MATERIAL FOR THIS TASK >>
--- START ---

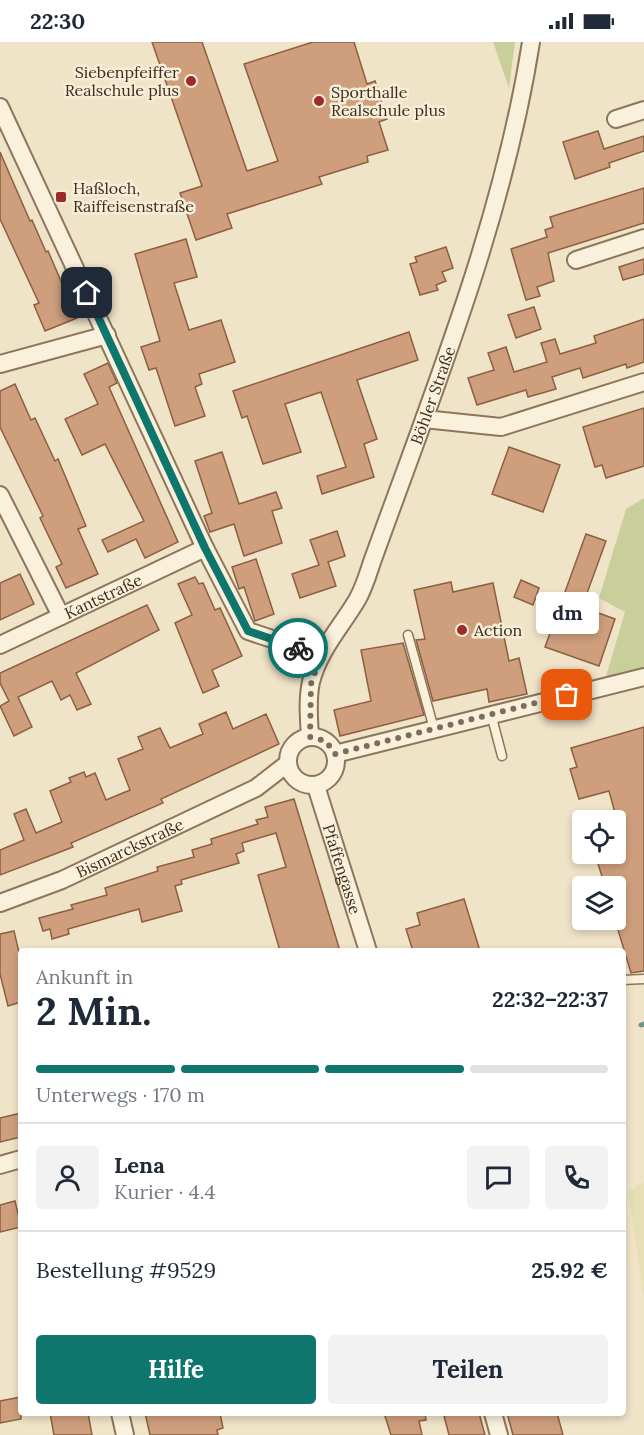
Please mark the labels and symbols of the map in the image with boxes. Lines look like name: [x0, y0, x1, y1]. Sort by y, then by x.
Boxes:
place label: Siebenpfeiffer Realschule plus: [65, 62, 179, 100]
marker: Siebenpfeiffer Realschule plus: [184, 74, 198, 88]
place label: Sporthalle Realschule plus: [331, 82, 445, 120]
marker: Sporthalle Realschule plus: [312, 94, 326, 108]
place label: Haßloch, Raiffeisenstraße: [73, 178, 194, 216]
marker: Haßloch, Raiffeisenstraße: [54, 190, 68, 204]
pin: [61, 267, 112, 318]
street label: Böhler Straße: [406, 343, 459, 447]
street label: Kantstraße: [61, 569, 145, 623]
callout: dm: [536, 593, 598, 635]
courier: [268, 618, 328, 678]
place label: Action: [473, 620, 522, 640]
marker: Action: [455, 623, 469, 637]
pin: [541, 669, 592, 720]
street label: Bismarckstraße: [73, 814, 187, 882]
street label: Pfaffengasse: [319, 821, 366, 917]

--- END ---
--- START ---

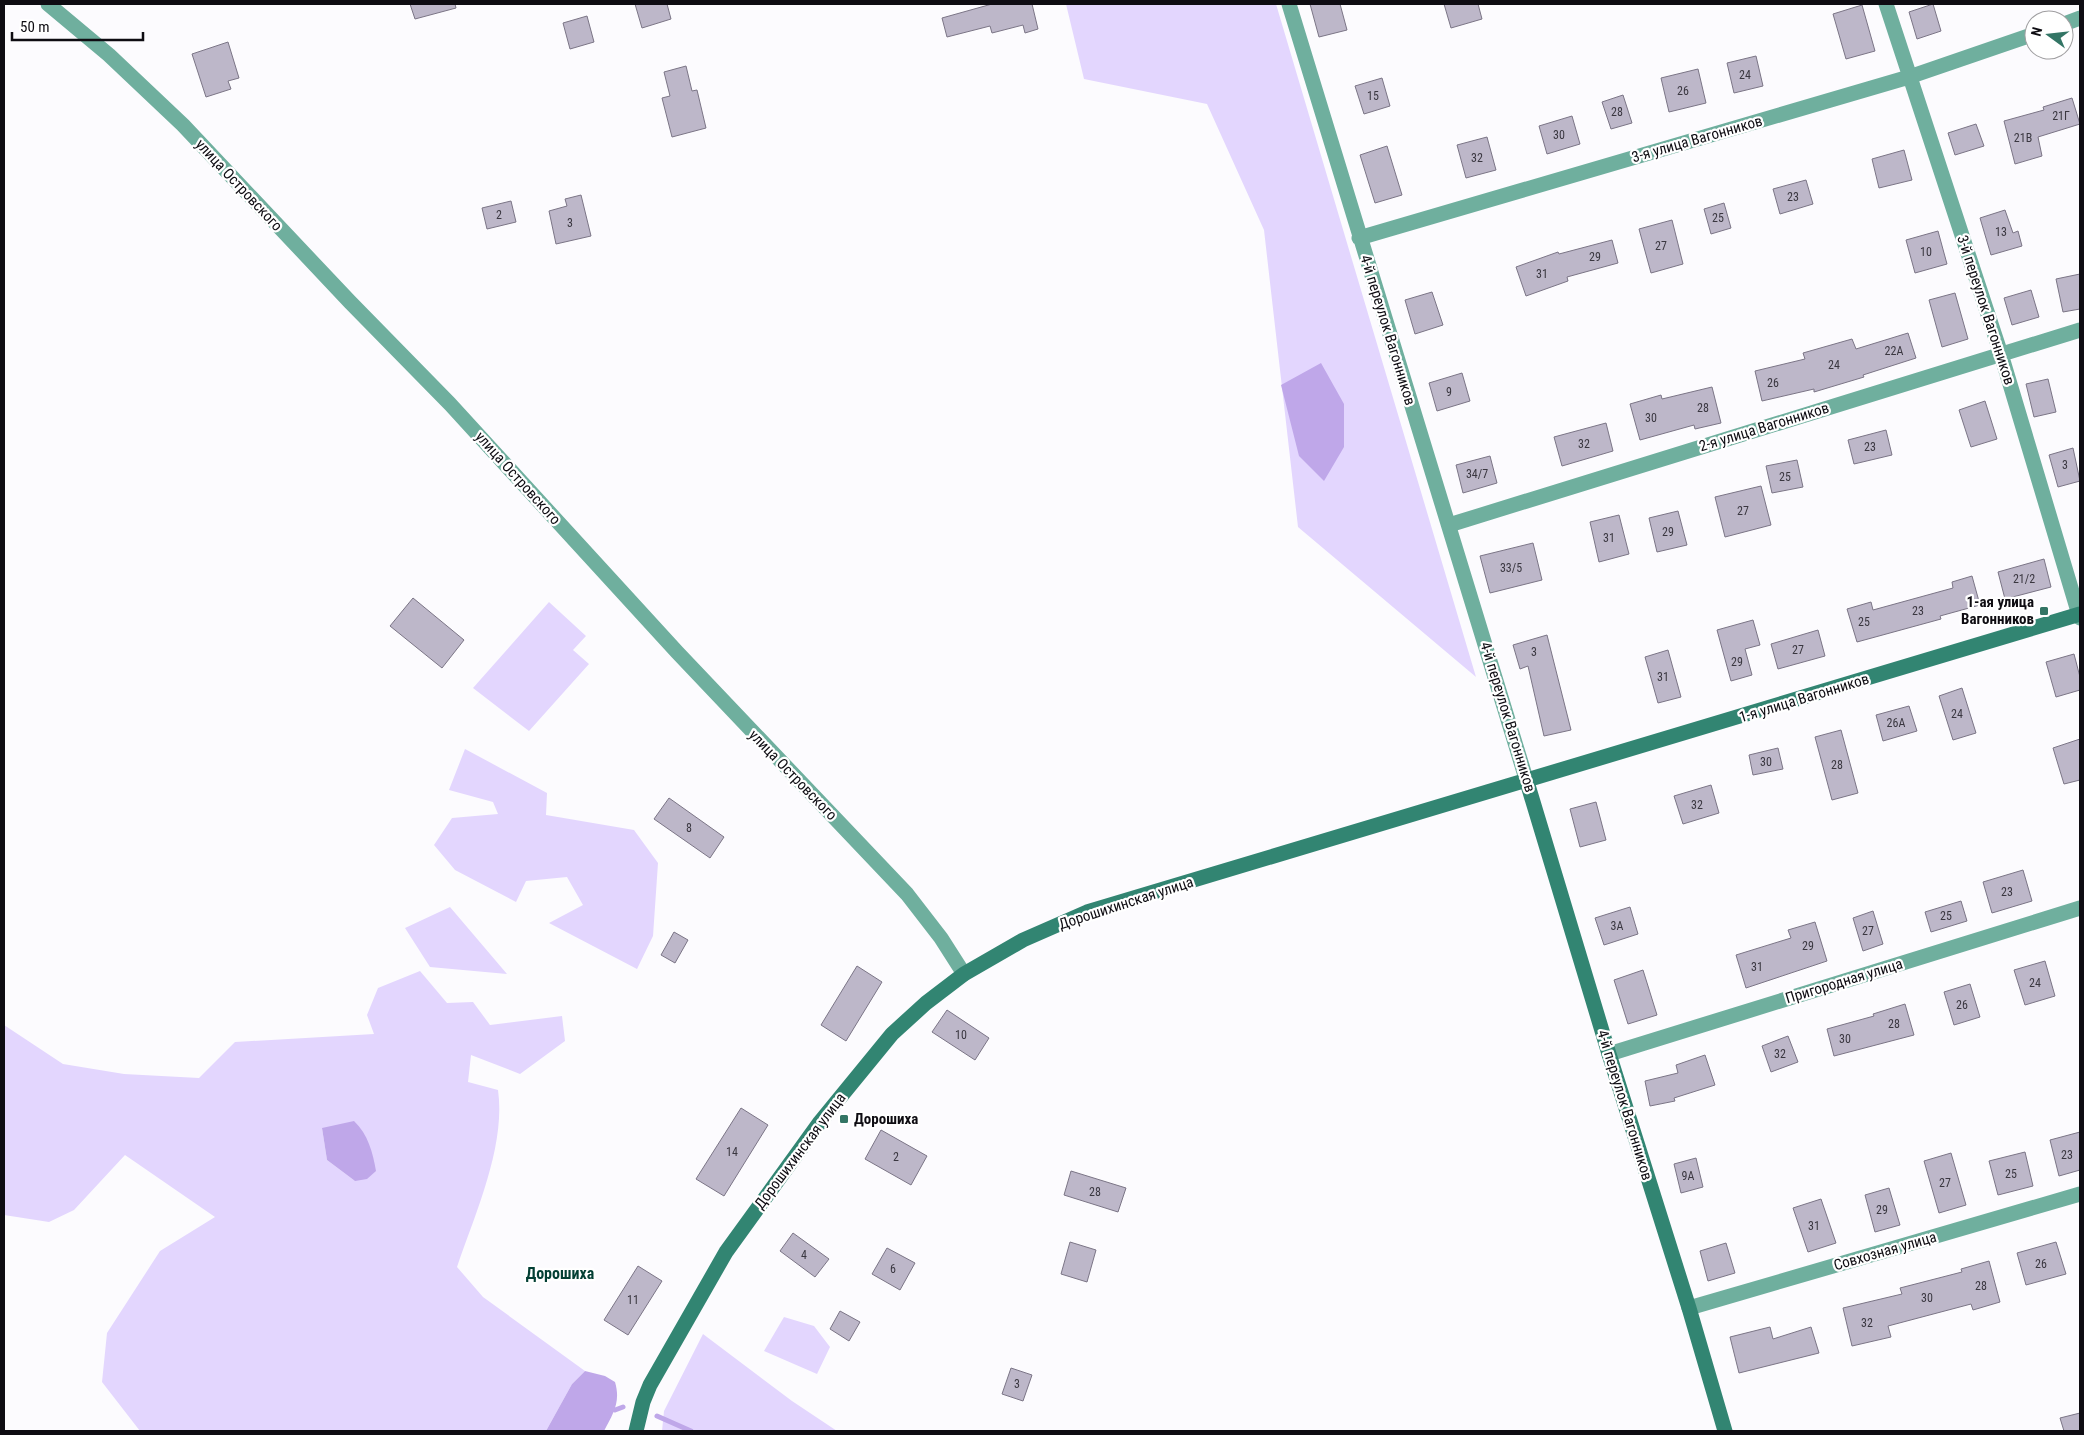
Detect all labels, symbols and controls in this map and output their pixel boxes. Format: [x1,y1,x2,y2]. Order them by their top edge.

--- END ---

WORK TO COMPLETE >> Whenever the word "symbols" turns up in a line of the listing above, copy the line.

TASK SOLUTION >>
Please mark the labels and symbols of the map in the image with boxes. Lines look like name: [x0, y0, x1, y1]. Sort by y, then by x.
Detect all labels, symbols and controls in this map and output their pixel boxes. Format: [x1,y1,x2,y2]. Order them by their top edge.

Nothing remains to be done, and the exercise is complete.